Special-effects contact lenses are usually only worn on special occasions, such as parties. Choosing daily disposable special-effects contact lenses is a convenient option, since you don’t have to deal with storing them between uses. Just discard them after the party and get new ones for the next occasion.

Get your eyes checked once a year

mesh lenseEven if you only wear contact lenses occasionally, it is still a good idea to get your eyes checked by an optician once a year. The optician will be able to spot early signs of damage or disease associated with contact lens use. Early detection makes it much easier to keep a minor eye problem from turning into a major eye problem.

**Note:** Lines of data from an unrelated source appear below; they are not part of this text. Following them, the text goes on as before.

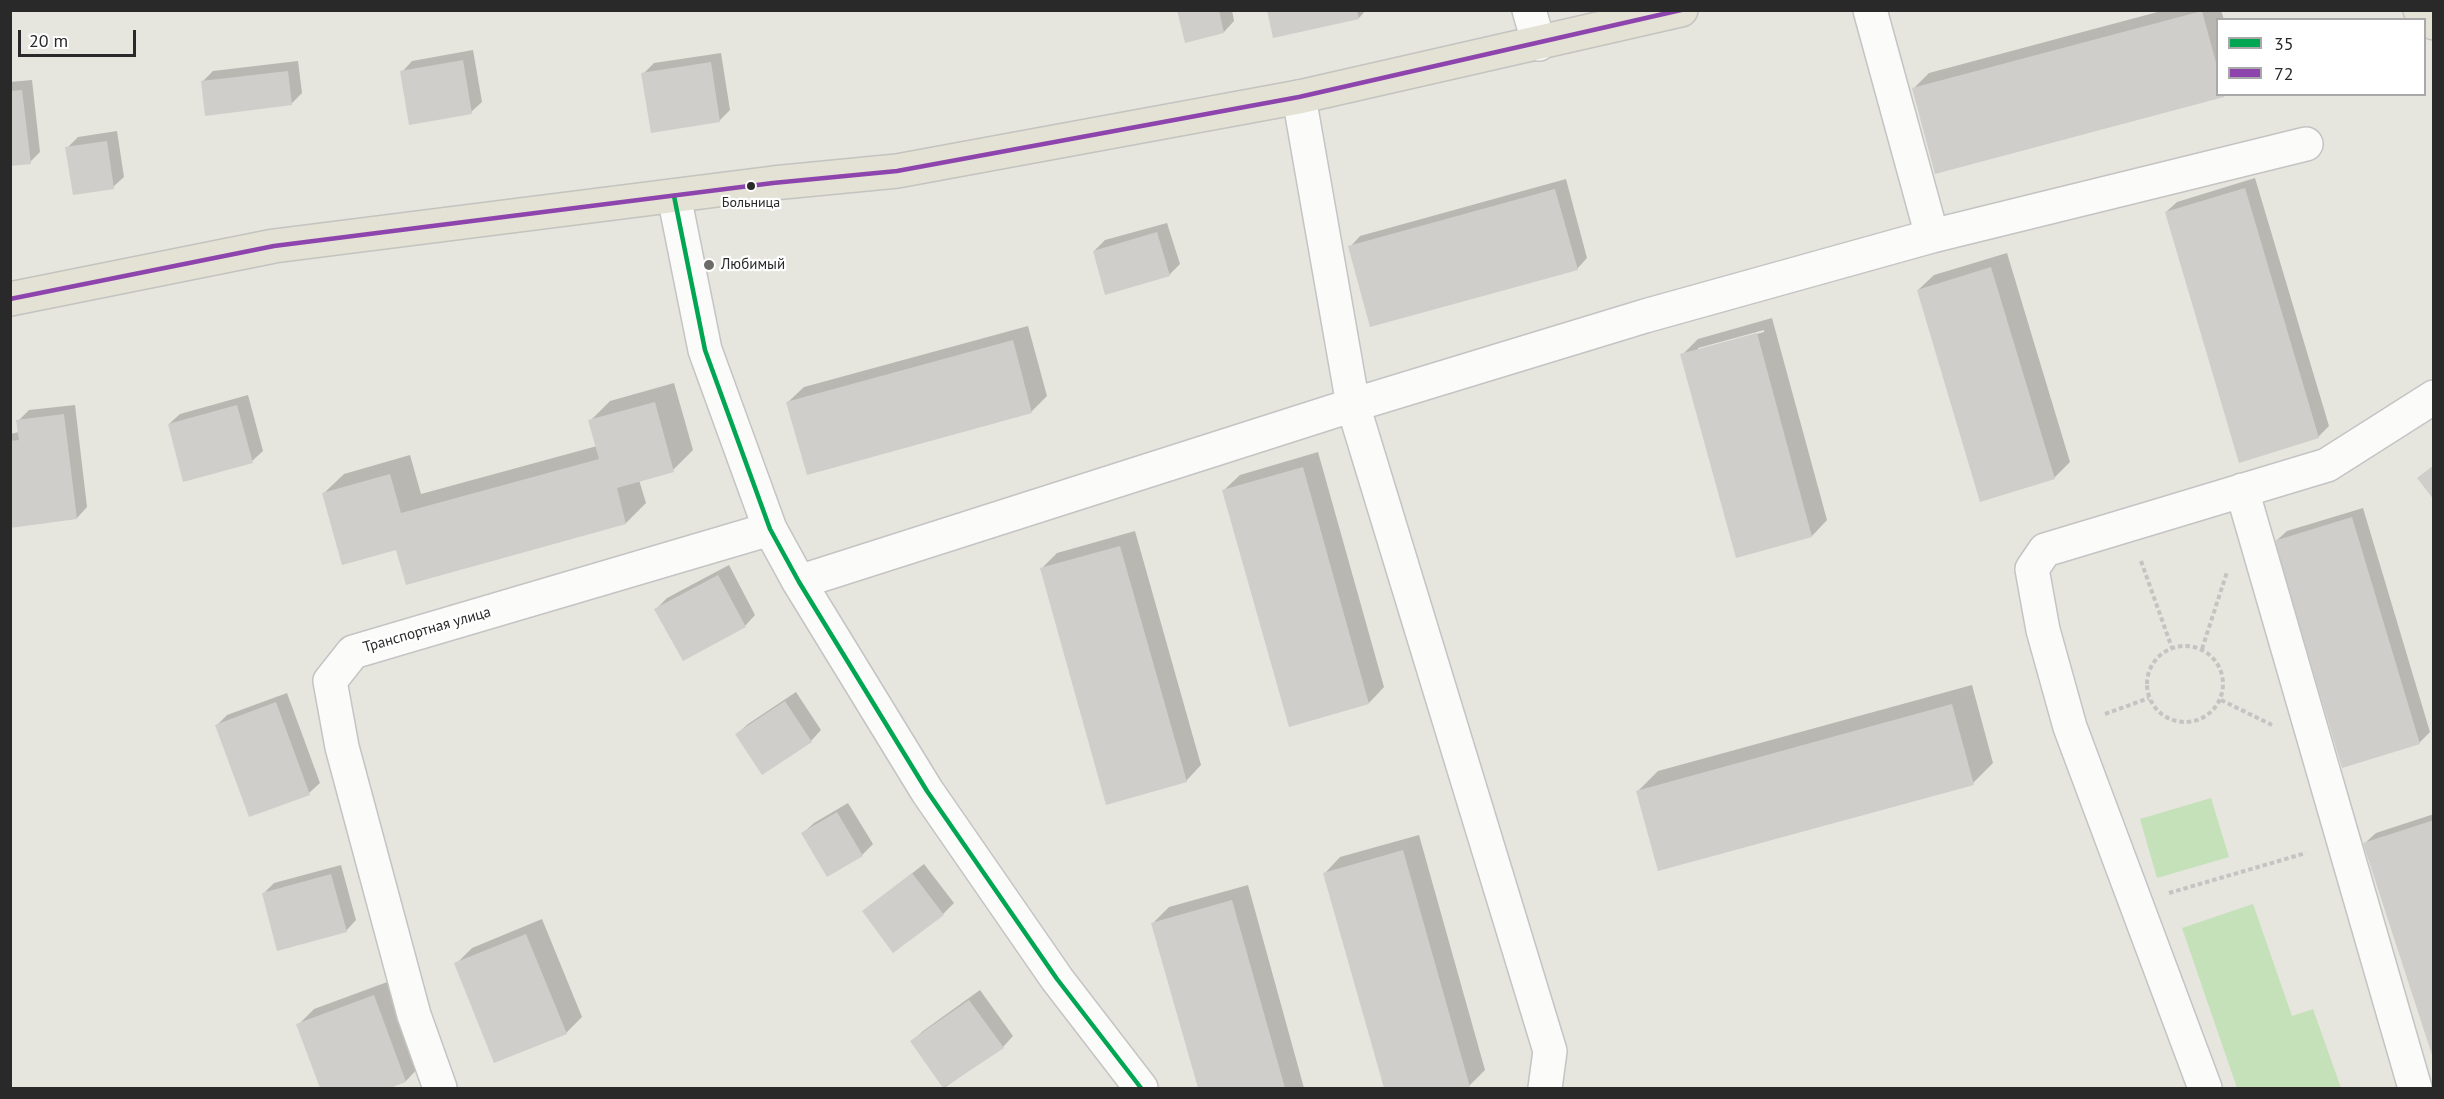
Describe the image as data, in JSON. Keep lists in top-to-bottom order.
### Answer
{
  "streets": {
    "street": ["Транспортная улица"]
  },
  "places": ["Больница", "Любимый"],
  "lines": ["transit line 72", "transit line 35"],
  "legend": ["35", "72"],
  "scale_bar": "20 m"
}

If you use special-effect contact lenses more than just occasionally, it is a good idea to get a lens prescription from an optician even if you live in a country where such a prescription isn’t mandatory when purchasing special-effects lenses. This is true even if all the lenses you use are plano (non-corrective) lenses. A lens prescription will include information about the size and shape of your eye, making it easier for you to order lenses that actually fit your eyes and are less likely to cause problems.

If you use corrective lenses (special-effects or not), having your vision checked once a year is strongly recommended since eye sight can change and using an old prescription isn’t advisable.

Don’t share lenses – not even novelty ones

Most of us would never even dream of letting anyone else try on our prescription contact lenses or the colored plano lenses that we wear everyday. But what about those crazy daemon lenses that you are wearing for Halloween?

For some reason, many of us are suddenly less hesitant about letting others try on our contact lenses when it’s just “party lenses”. They look funny, people comment on them, friends are eager to try out how they would look on them, someone wants to take a selfie sporting your cat-eye lenses, and so on.

However, letting someone else use your contact lenses can transmit harmful pathogens. Keep your lenses to your self and don’t try on lenses that have been worn by someone else. Even if you have absolutely no signs of eye infection, the germs living in your eyes might turn into quite the problem for your friend and vice versa. After all, we all have our own immune system with its own unique strengths and weaknesses. Your friend might for instance be suffering from dry eyes, making her break out in pink-eye from a bacteria that your superb tear production had no problem keeping under control.